▸ Supplied records
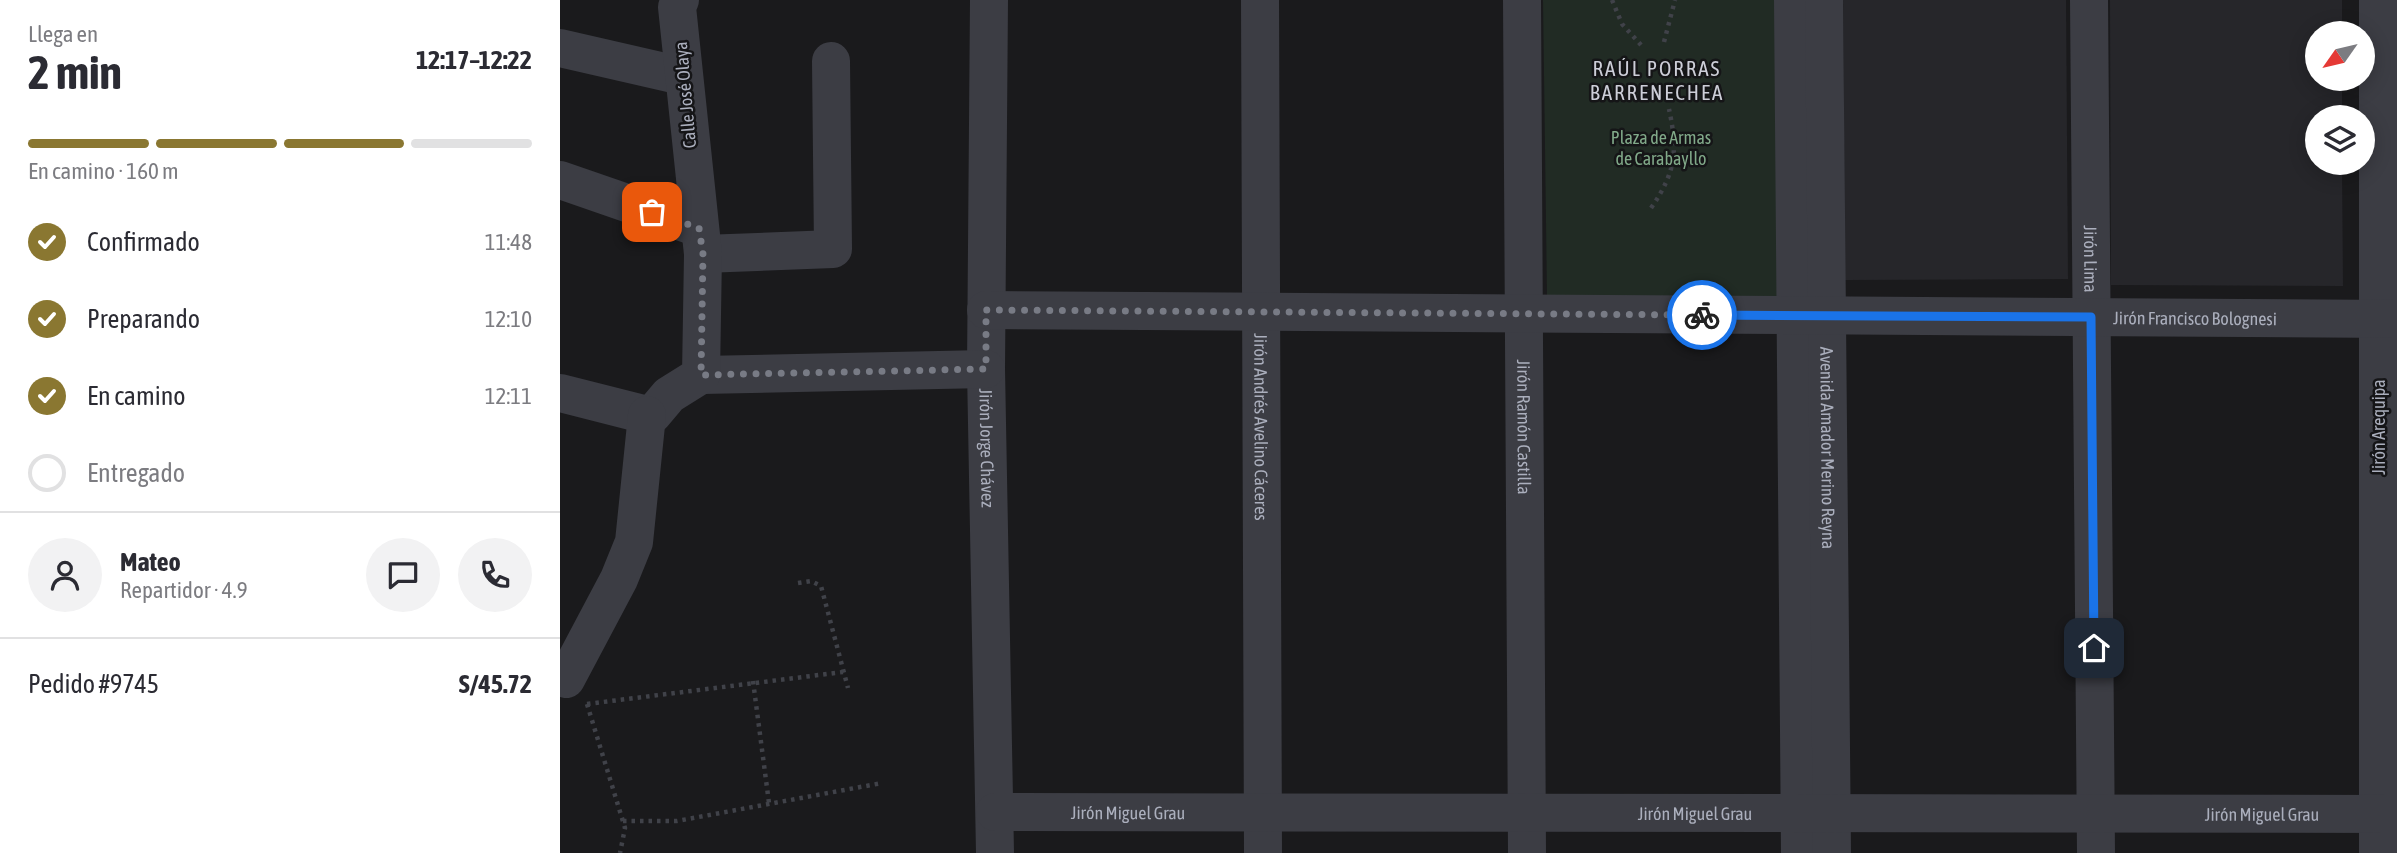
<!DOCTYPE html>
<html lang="es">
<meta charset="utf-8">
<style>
body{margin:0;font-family:"Asap Condensed",sans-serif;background:#f2f2f3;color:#2b2b33;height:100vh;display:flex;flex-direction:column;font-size:26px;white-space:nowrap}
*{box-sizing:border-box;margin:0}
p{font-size:23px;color:#7c7c81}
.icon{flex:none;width:38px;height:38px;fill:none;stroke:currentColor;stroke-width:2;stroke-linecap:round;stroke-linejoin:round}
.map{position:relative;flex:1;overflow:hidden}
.details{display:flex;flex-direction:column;background:#fff;width:560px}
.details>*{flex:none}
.needle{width:46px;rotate:236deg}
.controls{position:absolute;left:1745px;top:21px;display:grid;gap:14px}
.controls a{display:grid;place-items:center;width:70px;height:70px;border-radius:50%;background:#fff;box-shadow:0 4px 18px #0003;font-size:35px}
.pin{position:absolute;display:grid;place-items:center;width:60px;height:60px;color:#fff;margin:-30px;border-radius:14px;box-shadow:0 4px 10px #0006}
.courier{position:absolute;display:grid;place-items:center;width:70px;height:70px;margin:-35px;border:5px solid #1a73e8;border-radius:50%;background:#fff;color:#222;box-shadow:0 2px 9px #0007}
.headline em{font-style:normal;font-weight:700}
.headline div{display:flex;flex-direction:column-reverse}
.headline{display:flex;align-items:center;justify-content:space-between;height:119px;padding:0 28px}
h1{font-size:46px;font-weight:700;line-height:52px}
.bar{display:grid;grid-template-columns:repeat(4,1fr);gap:10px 7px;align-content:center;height:84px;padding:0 28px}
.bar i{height:9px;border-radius:5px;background:#e1e1e2}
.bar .selected{background:#8a7731}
.bar p{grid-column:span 4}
.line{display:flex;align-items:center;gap:18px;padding:0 28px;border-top:2px solid #e1e1e2}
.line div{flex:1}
.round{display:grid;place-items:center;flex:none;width:74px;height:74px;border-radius:37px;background:#f2f2f3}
ol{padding:0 28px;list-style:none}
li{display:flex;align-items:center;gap:21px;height:77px}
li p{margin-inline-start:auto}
li .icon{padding:7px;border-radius:50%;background:#8a7731;color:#fff;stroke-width:4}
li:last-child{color:#7c7c81}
li i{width:38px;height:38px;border:4px solid #e1e1e2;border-radius:50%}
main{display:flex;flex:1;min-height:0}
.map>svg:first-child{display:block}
.built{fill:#26262a}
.green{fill:#212b24}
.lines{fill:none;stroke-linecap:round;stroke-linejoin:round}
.path{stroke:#404249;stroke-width:4.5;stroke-dasharray:3.5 5;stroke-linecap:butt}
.minor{stroke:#3c3d44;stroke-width:38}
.done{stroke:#787b85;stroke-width:7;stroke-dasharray:0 12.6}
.route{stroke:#1a73e8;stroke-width:9}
.labels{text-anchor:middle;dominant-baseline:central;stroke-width:5;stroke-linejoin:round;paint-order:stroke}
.street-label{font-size:18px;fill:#abafbd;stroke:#151517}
.park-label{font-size:18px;fill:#81a989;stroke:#151517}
.quarter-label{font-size:21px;letter-spacing:2px;fill:#cdced8;stroke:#151517}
</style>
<main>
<section class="details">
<div class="headline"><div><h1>2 min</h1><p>Llega en</p></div><em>12:17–12:22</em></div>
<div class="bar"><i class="selected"></i><i class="selected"></i><i class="selected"></i><i></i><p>En camino · 160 m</p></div>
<ol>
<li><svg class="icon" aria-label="check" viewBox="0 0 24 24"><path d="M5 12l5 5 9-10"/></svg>Confirmado<p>11:48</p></li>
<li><svg class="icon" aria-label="check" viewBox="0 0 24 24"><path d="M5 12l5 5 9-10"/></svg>Preparando<p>12:10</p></li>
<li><svg class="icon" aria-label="check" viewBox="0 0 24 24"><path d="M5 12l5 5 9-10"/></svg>En camino<p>12:11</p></li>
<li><i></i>Entregado</li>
</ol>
<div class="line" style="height:126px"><a class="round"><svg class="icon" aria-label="person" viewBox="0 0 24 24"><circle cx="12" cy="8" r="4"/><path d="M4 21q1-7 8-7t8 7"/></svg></a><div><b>Mateo</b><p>Repartidor · 4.9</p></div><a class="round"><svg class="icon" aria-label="chat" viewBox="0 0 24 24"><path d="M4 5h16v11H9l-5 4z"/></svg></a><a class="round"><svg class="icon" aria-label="phone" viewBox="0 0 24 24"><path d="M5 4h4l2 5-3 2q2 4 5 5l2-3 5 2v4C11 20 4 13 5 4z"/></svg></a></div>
<div class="line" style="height:91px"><div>Pedido #9745</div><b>S/45.72</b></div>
</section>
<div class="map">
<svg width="1837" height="853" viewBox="0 0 1837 853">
<rect width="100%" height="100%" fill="#1a1a1c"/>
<g class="built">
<path d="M 1283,0 L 1506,0 L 1508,279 L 1285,280 Z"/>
<path d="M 1550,0 L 1782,0 L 1782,33 L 1757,33 L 1757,79 L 1782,79 L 1782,117 L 1757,117 L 1757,163 L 1782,163 L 1783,286 L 1551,285 Z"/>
</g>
<path class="green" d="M 983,0 L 1217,0 L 1219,299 L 987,295 Z"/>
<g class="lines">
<g class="path">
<path d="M 1052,0 L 1062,24 L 1081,45"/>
<path d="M 1104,42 L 1115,0"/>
<path d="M 1091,208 C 1116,172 1118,151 1109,109"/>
<path d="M 238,583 L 251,581 L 261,586 L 288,688"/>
<path d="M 193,681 L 209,803"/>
<path d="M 27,704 L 283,672"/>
<path d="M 27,704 L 65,828 L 60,853"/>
<path d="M 63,821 L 117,821 L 322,783"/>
</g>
<g class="minor">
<path id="s1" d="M 429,0 L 426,369 L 435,853"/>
<path id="s2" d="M 700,0 L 703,853"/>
<path id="s3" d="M 962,0 L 967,853"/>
<path d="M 1233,0 L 1240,853"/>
<path id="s4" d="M 1264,0 L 1272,853"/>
<path id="s5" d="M 1529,0 L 1536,853"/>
<path d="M 1818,0 L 1818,853"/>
<path d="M 0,48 L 122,76"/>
<path d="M 0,180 L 139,228"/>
<path d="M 143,254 L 273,249 L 271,61"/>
<path id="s6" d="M 426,310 L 1837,319"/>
<path d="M 141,375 L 426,369"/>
<path d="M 0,393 L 87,415"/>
<path d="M 87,415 L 93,414 L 109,395 L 141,375 L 143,254 L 117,7 L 120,0"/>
<path d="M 6,679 L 59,579 L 74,542 L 87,415"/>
<path id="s7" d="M 435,812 L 1837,814"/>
</g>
</g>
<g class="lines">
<path class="done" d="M 92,212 L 139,228 L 143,254 L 141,375 L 426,369 L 426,310 L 1142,315"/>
<path class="route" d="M 1142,315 L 1531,317 L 1534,648"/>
</g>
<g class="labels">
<g class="street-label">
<text transform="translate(125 95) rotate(-95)">Calle José Olaya</text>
<text stroke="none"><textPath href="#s5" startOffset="259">Jirón Lima</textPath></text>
<text stroke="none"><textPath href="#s6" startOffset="1209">Jirón Francisco Bolognesi</textPath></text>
<text stroke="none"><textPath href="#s2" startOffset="427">Jirón Andrés Avelino Cáceres</textPath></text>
<text stroke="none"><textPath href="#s3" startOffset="427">Jirón Ramón Castilla</textPath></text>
<text transform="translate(1818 427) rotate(-90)">Jirón Arequipa</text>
<text stroke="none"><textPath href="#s4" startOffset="448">Avenida Amador Merino Reyna</textPath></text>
<text stroke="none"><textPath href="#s1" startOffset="448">Jirón Jorge Chávez</textPath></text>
<text stroke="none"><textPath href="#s7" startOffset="133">Jirón Miguel Grau</textPath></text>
<text stroke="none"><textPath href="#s7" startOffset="700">Jirón Miguel Grau</textPath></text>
<text stroke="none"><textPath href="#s7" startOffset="1267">Jirón Miguel Grau</textPath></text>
</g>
<g class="park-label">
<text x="1101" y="137">Plaza de Armas<tspan x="1101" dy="21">de Carabayllo</tspan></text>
</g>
<g class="quarter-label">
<text x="1097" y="68">RAÚL PORRAS<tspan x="1097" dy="24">BARRENECHEA</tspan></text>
</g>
</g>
</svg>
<div class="controls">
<a><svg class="needle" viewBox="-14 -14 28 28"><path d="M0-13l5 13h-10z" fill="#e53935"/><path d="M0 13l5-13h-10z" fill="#7c7c81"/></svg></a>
<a><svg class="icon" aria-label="layers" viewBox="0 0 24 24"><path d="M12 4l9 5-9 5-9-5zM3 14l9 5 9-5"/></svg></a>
</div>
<div class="pin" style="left:92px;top:212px;background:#ea580c"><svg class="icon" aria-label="bag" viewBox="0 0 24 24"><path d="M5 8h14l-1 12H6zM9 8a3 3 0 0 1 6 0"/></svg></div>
<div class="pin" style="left:1534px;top:648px;background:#1f2937"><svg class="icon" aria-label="home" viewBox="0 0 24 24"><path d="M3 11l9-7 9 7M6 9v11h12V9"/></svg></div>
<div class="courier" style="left:1142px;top:315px"><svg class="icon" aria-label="bike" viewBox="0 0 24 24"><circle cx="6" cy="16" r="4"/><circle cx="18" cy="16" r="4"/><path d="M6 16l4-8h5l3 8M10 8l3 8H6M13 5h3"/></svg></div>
</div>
</main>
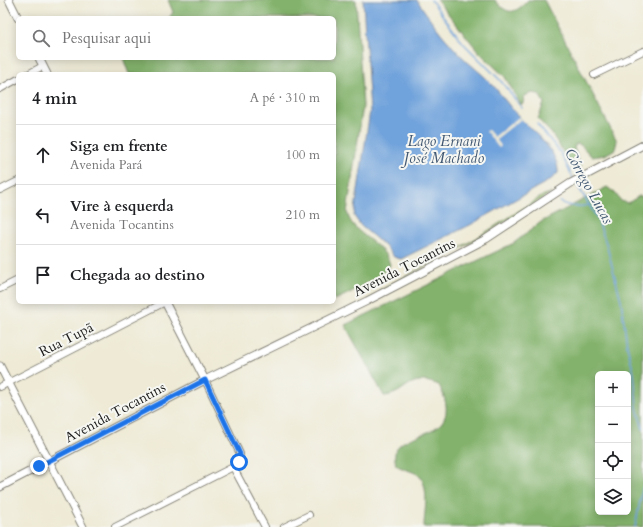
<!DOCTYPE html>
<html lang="pt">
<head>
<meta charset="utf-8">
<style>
	body { margin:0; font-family:Cardo,serif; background:#f2f2f2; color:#202124 }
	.controls { position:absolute; right:12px; bottom:12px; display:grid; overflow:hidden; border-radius:6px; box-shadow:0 2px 10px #0003 }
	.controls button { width:36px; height:36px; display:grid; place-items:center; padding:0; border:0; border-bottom:1px solid #e0e0e0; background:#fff; color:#202124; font:20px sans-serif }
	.stop { position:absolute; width:12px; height:12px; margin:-9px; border:3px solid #1a73e8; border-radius:50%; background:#fff }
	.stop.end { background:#1a73e8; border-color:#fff; box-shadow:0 1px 4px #0008 }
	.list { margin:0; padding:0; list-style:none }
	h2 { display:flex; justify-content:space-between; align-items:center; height:52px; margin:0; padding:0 16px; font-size:17px }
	h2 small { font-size:13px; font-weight:400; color:#757577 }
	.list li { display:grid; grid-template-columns:26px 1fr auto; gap:12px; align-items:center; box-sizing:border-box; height:60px; padding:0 16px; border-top:1px solid #e0e0e0 }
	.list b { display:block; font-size:15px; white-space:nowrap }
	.list p { margin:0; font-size:13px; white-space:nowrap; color:#757577 }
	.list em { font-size:13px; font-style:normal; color:#757577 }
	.icon { flex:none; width:22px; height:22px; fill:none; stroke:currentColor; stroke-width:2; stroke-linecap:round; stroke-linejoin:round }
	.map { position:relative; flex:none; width:643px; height:527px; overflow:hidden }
	.search { position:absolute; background:#fff; box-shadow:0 2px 10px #0003; left:16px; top:16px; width:320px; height:44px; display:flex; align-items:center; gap:10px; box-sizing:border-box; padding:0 14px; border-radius:6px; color:#757577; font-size:15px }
	.panel { position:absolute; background:#fff; box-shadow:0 2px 10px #0003; left:16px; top:72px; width:320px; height:232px; border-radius:6px }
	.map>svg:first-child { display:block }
</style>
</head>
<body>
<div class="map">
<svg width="643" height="527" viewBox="0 0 643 527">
	<rect width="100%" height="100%" fill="#f6f6f2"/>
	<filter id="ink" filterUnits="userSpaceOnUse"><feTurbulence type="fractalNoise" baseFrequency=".025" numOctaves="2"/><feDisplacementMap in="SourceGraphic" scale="8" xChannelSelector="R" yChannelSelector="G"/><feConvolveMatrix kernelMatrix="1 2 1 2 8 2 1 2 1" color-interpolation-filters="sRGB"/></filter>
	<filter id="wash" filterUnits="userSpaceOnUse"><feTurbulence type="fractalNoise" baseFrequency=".012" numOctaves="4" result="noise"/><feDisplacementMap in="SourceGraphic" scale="16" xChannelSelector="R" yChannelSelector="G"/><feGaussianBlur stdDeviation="0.9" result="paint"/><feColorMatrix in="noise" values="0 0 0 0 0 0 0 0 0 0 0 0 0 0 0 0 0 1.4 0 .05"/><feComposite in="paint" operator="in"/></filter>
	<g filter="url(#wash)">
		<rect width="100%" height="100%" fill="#eeead5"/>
		<polygon fill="#a4cf7c" stroke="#60764c" points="551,193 476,240 379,291 475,239 544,195"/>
		<g fill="#83b26c" stroke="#506744" fill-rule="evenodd">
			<path d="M 168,0 L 356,0 L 363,106 L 347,212 C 352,236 385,242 390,265 C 387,273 344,297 334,300 L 334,74 L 129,74 L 123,58 L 334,58 L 334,18 L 169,18 L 173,12 Z"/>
			<path d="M 437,0 L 495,0 C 508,16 515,14 528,0 L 544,0 L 617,141 L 615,149 L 605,155 L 592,157 L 581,145 L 576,144 L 574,148 L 581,167 L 579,171 L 575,171 L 552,134 L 538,119 L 544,103 L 539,94 L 533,93 L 524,96 L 523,104 L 521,105 L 505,77 L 479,52 Z"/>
			<path d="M 607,187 L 615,193 L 621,201 L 628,203 L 639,196 L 643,197 L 643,527 L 424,527 C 424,512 431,484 417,474 C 412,471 402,469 396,465 C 395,461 394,454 396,450 C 405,429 467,440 439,385 C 407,372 408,394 384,396 L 345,325 L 514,243 L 541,222 ZM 598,374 L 628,374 L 628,512 L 598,512 Z"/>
		</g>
		<path fill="#6fa2db" stroke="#465f7c" d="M 363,0 L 417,0 C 428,16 439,32 452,46 C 462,58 474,67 485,77 C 499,90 508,106 521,119 C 534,133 559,151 558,173 L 550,180 L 470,225 L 401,259 L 394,257 L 385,246 L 361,226 L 354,216 L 370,111 Z"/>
		<polygon fill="#eeead5" points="519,117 521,119 496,139 501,146 499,148 486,131 488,130 494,137"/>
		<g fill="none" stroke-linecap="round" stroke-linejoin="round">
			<g stroke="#6fa2db" stroke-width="1.5">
				<polyline points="431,0 463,43 500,80 522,108"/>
				<polyline points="537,124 560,152 573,178"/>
				<polyline points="576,183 597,218 606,243 621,300 627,345 634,374 637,408 643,429"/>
				<path d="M 560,202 C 570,207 578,207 589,205"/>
				<polyline points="635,527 643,486"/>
			</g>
		</g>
	</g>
	<g filter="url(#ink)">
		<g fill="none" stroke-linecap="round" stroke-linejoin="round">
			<g stroke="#858378" stroke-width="8">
				<g id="minor">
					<polyline points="28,74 43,66"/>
					<polyline points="594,75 643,51"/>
					<polyline points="0,89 18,79"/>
					<polyline points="0,190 18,181"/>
					<polyline points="0,289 18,280"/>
					<polyline points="0,387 165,302"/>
					<polyline points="233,467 265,527"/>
					<polyline points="115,527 233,467 239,462 240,454 205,380"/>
					<polyline points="284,527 309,515"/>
				</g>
			</g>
			<g stroke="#858378" stroke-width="9">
				<g id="tertiary">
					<polyline points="9,0 18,18"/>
					<polyline points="39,58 47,74"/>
					<polyline points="165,302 205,380"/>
					<polyline points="0,366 83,527"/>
					<polyline points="0,487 205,380 367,301 486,239 571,183 643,145"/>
				</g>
			</g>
			<use href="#minor" stroke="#fff" stroke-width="6"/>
			<use href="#tertiary" stroke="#fff" stroke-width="7"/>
		</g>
	</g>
	<g fill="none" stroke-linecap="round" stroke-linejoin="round" filter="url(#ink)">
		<polyline stroke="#1a73e8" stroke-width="5" points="39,466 205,380 240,454 239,462"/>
	</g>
	<g text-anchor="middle" stroke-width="4" stroke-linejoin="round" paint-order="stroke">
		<g font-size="14" fill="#1c1c1c" stroke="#f6f6f2">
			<text transform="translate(404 267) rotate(-27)" y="5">Avenida Tocantins</text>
			<text transform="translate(66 339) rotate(-27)" y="5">Rua Tupã</text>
			<text transform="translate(115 412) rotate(-28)" y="5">Avenida Tocantins</text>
		</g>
		<g font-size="15" font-style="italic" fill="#415872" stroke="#f6f6f2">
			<text x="444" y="146">Lago Ernani<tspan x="444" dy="17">José Machado</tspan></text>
			<text transform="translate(589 186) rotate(61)" y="5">Córrego Lucas</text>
		</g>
	</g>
</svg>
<div class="controls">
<button>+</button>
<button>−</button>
<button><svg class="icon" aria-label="locate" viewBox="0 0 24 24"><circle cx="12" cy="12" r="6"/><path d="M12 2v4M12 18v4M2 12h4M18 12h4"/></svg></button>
<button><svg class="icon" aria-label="layers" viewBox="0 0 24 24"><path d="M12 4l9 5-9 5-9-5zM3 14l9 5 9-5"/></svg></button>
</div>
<div class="stop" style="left:239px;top:462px"></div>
<div class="stop end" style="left:39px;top:466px"></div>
<div class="search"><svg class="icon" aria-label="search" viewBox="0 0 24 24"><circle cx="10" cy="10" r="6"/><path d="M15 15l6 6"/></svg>Pesquisar aqui</div>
<section class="panel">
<h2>4 min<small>A pé · 310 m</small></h2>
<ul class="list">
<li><svg class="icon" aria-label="ahead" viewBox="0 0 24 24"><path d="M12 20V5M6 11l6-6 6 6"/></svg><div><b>Siga em frente</b><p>Avenida Pará</p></div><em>100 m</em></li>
<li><svg class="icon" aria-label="left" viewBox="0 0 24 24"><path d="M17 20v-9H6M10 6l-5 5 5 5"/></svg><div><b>Vire à esquerda</b><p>Avenida Tocantins</p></div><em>210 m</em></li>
<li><svg class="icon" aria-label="arrive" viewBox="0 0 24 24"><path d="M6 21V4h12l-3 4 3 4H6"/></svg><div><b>Chegada ao destino</b></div></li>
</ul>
</section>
</div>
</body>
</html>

▸ Work to be completed
Report, using only a number, how many lines above hold the word "headline".

▸ Exercise answer
4